Required action: In the entries that follow, find the word "content" and report each line it is on.

Source data:
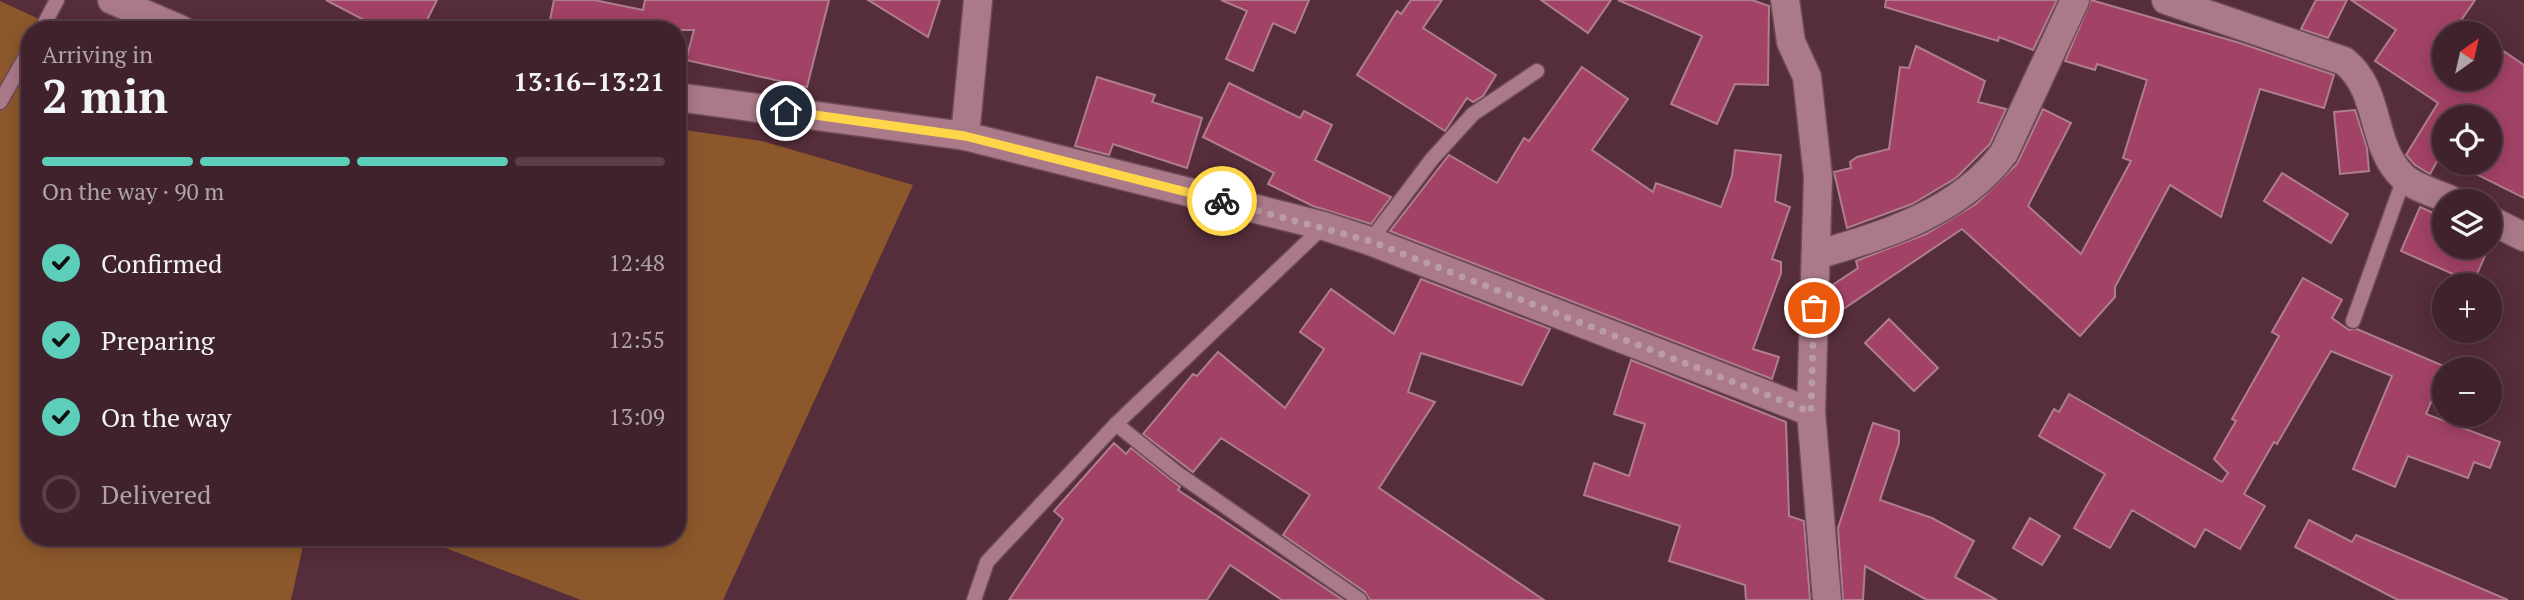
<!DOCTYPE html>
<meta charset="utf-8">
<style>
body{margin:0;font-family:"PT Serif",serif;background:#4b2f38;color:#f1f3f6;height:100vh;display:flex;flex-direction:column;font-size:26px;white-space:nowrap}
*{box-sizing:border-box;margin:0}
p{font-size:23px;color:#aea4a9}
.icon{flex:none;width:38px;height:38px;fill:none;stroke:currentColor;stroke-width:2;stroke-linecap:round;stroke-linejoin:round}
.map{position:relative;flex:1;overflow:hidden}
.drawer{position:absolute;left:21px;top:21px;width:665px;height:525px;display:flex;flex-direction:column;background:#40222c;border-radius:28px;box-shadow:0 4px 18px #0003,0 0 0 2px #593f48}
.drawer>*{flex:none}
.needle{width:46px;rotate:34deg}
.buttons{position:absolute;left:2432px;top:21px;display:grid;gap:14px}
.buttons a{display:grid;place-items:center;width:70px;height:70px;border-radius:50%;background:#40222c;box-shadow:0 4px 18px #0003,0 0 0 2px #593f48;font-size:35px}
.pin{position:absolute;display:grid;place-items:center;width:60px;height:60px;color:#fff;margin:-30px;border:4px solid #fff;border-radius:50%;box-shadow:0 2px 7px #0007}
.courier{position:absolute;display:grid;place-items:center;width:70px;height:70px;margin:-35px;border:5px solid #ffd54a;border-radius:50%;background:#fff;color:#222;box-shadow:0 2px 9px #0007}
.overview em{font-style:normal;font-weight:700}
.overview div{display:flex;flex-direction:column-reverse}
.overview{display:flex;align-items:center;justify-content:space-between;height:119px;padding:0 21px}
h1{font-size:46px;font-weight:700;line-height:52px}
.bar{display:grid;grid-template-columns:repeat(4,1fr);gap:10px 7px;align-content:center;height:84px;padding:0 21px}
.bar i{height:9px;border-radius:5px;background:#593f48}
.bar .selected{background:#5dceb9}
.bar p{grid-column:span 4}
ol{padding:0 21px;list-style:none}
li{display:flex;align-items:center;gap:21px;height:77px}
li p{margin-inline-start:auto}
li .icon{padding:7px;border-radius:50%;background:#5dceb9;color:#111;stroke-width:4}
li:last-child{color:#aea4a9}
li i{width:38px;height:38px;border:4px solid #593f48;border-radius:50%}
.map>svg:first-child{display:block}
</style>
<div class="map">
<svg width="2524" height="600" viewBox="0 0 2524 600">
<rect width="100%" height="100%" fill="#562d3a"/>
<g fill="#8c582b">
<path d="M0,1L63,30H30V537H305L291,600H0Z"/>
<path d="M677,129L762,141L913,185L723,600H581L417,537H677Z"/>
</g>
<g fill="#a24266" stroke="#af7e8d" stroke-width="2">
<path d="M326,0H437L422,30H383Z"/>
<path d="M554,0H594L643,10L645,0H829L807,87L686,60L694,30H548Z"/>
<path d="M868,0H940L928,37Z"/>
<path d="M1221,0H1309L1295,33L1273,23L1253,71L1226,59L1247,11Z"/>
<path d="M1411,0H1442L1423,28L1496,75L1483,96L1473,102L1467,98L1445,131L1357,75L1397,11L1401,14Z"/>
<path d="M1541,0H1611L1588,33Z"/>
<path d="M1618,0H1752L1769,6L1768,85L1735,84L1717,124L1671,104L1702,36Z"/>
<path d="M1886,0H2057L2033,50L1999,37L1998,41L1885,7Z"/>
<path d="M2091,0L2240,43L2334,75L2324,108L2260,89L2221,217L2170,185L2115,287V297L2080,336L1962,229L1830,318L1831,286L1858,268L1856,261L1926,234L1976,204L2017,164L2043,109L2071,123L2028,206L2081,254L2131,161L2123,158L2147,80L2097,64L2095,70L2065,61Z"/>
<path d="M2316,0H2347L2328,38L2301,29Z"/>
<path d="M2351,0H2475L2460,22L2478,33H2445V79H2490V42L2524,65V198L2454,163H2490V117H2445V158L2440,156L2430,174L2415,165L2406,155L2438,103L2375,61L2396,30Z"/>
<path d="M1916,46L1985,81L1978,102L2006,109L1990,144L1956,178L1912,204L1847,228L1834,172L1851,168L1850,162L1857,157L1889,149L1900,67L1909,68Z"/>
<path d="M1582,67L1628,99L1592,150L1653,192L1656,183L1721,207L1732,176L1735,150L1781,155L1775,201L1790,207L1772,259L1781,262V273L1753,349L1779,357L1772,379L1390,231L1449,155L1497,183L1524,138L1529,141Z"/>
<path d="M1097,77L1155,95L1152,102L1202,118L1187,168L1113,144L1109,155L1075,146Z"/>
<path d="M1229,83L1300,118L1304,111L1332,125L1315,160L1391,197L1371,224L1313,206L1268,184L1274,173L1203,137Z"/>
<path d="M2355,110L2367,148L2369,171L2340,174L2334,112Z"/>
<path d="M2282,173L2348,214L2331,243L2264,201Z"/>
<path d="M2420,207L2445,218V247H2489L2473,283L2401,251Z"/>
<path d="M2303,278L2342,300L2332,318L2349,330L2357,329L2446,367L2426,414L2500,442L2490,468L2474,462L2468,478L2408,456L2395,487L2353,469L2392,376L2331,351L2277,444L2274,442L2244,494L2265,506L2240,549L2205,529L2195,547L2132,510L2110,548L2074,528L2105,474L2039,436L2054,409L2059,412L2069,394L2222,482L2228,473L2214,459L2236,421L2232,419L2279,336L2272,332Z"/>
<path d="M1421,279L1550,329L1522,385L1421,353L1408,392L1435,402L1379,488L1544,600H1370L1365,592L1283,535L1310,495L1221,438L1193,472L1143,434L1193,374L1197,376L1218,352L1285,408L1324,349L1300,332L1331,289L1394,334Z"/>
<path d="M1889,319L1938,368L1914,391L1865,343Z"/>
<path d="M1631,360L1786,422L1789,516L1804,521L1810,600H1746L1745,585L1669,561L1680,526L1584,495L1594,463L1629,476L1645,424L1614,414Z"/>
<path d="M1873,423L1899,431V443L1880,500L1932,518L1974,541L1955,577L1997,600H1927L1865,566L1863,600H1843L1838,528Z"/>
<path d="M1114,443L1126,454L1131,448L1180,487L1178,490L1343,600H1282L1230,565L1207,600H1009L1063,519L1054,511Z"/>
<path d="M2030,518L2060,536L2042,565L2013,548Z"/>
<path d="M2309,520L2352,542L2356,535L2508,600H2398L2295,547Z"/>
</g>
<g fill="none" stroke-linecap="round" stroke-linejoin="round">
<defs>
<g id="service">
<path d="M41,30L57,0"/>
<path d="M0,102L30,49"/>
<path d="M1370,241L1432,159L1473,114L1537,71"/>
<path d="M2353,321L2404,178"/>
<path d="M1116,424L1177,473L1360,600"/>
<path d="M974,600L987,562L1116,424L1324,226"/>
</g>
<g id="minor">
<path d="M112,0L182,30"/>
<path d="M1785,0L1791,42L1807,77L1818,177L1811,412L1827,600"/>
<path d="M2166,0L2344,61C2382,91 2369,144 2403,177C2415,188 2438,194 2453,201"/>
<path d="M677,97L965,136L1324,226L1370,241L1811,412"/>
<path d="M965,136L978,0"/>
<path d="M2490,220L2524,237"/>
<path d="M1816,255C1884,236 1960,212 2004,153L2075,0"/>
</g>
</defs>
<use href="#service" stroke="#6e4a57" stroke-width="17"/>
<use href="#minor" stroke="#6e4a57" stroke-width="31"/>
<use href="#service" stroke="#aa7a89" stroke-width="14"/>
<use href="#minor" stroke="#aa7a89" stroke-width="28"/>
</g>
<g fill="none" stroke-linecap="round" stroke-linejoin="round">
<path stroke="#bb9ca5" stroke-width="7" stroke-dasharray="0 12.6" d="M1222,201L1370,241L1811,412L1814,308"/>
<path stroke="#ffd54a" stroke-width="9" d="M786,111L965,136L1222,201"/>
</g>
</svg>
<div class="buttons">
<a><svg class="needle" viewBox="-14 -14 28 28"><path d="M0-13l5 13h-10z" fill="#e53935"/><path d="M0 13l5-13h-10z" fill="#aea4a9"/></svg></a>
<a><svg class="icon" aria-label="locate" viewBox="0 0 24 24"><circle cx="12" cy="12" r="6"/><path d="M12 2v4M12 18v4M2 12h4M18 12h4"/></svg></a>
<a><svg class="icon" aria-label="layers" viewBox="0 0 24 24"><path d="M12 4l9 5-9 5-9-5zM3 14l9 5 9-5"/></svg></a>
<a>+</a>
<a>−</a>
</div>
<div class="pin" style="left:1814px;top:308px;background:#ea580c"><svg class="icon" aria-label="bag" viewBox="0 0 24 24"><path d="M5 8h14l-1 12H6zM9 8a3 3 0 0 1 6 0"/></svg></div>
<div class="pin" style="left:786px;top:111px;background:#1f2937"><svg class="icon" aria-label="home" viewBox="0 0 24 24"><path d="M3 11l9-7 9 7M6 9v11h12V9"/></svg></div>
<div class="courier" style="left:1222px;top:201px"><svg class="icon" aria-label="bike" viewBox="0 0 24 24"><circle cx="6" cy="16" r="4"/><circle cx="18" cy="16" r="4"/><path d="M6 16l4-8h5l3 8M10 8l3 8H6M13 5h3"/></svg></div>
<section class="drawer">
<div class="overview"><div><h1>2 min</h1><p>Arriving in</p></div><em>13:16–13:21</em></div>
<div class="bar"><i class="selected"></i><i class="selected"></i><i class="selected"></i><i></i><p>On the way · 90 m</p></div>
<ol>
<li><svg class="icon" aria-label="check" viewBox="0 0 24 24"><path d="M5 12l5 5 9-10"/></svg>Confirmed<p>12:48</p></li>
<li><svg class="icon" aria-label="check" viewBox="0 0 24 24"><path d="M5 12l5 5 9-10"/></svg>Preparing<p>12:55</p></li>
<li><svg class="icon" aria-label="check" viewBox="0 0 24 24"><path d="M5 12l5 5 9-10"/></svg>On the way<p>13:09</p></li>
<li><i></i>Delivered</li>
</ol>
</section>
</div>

Response for this exercise:
.overview{display:flex;align-items:center;justify-content:space-between;height:119px;padding:0 21px}
.bar{display:grid;grid-template-columns:repeat(4,1fr);gap:10px 7px;align-content:center;height:84px;padding:0 21px}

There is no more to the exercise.